Religión. Dijo San Pablo: quien no trabaje que no coma. Y algunas monjas valencianas lo han asumido al pie de la letra. De los 32 conventos de clausura que existen en la diócesis, en media docena se trabaja a destajo. Cerámica, encuadernaciones, hostias, bordados por ordenador, belenes… todo sirve para estas trabajadoras autónomas que luchan por autofinanciarse y no ser, dicen, «parásitos sociales».

 20:24  
Una carmelita descalza del taller de cerámica del convento de Godelleta pega un cuadro realizado en el taller.
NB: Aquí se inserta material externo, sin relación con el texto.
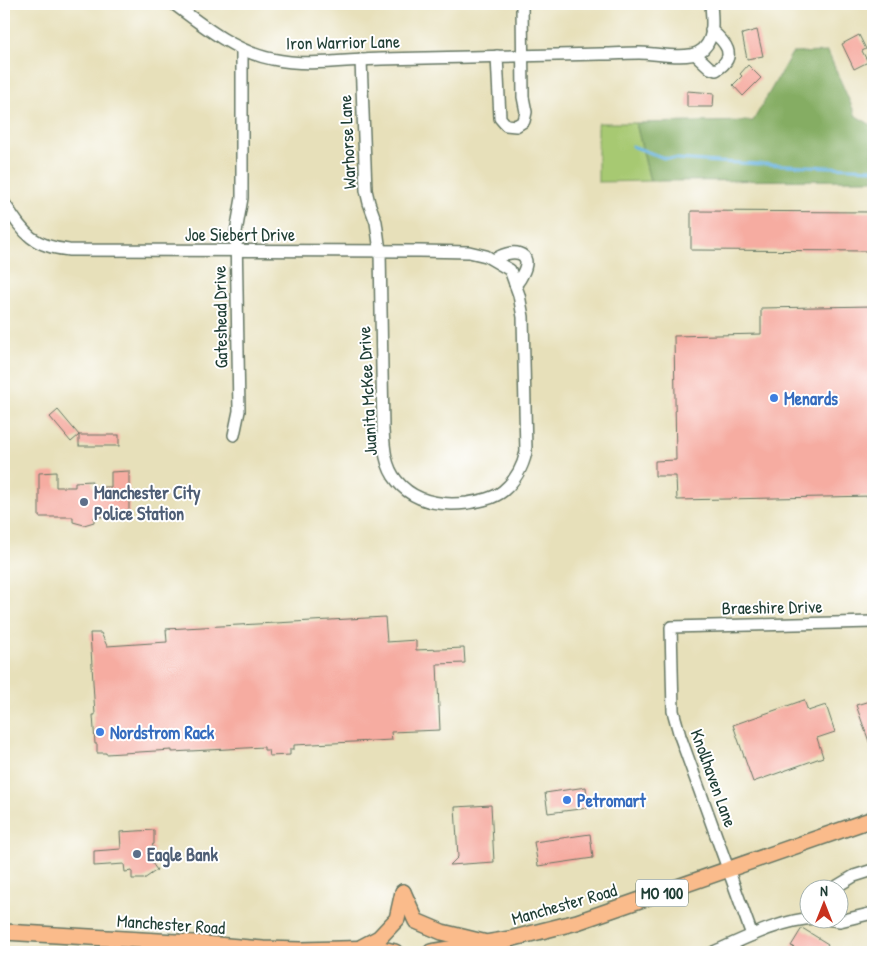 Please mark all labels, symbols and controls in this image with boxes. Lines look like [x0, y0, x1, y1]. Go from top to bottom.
street label: Iron Warrior Lane [286, 29, 400, 55]
street label: Warhorse Lane [332, 94, 362, 190]
street label: Joe Siebert Drive [185, 222, 295, 247]
street label: Gateshead Drive [207, 265, 233, 369]
street label: Juanita McKee Drive [351, 325, 383, 457]
place label: Menards [784, 386, 838, 411]
marker: Menards [768, 392, 780, 404]
place label: Manchester City Police Station [94, 480, 201, 526]
marker: Manchester City Police Station [78, 496, 90, 508]
street label: Braeshire Drive [721, 594, 823, 620]
place label: Nordstrom Rack [110, 720, 215, 745]
street label: Knollhaven Lane [685, 725, 743, 831]
marker: Nordstrom Rack [94, 726, 106, 738]
place label: Petromart [577, 788, 646, 813]
marker: Petromart [561, 794, 573, 806]
place label: Eagle Bank [147, 842, 218, 868]
marker: Eagle Bank [131, 848, 143, 860]
street label: Manchester Road [508, 877, 620, 931]
north arrow [800, 878, 850, 928]
road number: MO 100 [636, 880, 688, 906]
text: N [820, 881, 828, 900]
street label: Manchester Road [116, 908, 226, 940]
Una carmelita descalza del taller de cerámica del convento de Godelleta pega un cuadro realizado en el taller. fernando bustamante

PACO CERDÀ
VALENCIA
­Detrás de los muros y las rejas del monasterio de Nuestra Señora de la Consolación de Xàtiva, fundado en 1520, no todo es paz, silencio y recogimiento espiritual. También se palpa el trajín y las prisas propias de una fábrica. Porque, al fin y al cabo, eso es lo que tienen las 16 hermanas dominicas que habitan el convento: una fábrica de bordados. Primero trabajaban al servicio de varias casas de confección. Pero, como buenas emprendedoras, olieron que el negocio no estaba allí. Así que, primero, se constituyeron en autónomas. Y después, modernizaron el taller y lo convirtieron en una fábrica de bordados diseñados por ordenador. Para ello, la madre superiora, Áurea Sanjuán, se fue a Barcelona a aprender a manejar un programa informático específico. Y a partir de entonces, con dos máquinas de bordar y un ordenador desde el que preparan el diseño, las dominicas de Xàtiva empezaron el bordado de bandas y banderines falleros, complementos para las fiestas de Moros y Cristianos, estandartes de fallas o de cofradías de semana santa o escudos de bandas de música.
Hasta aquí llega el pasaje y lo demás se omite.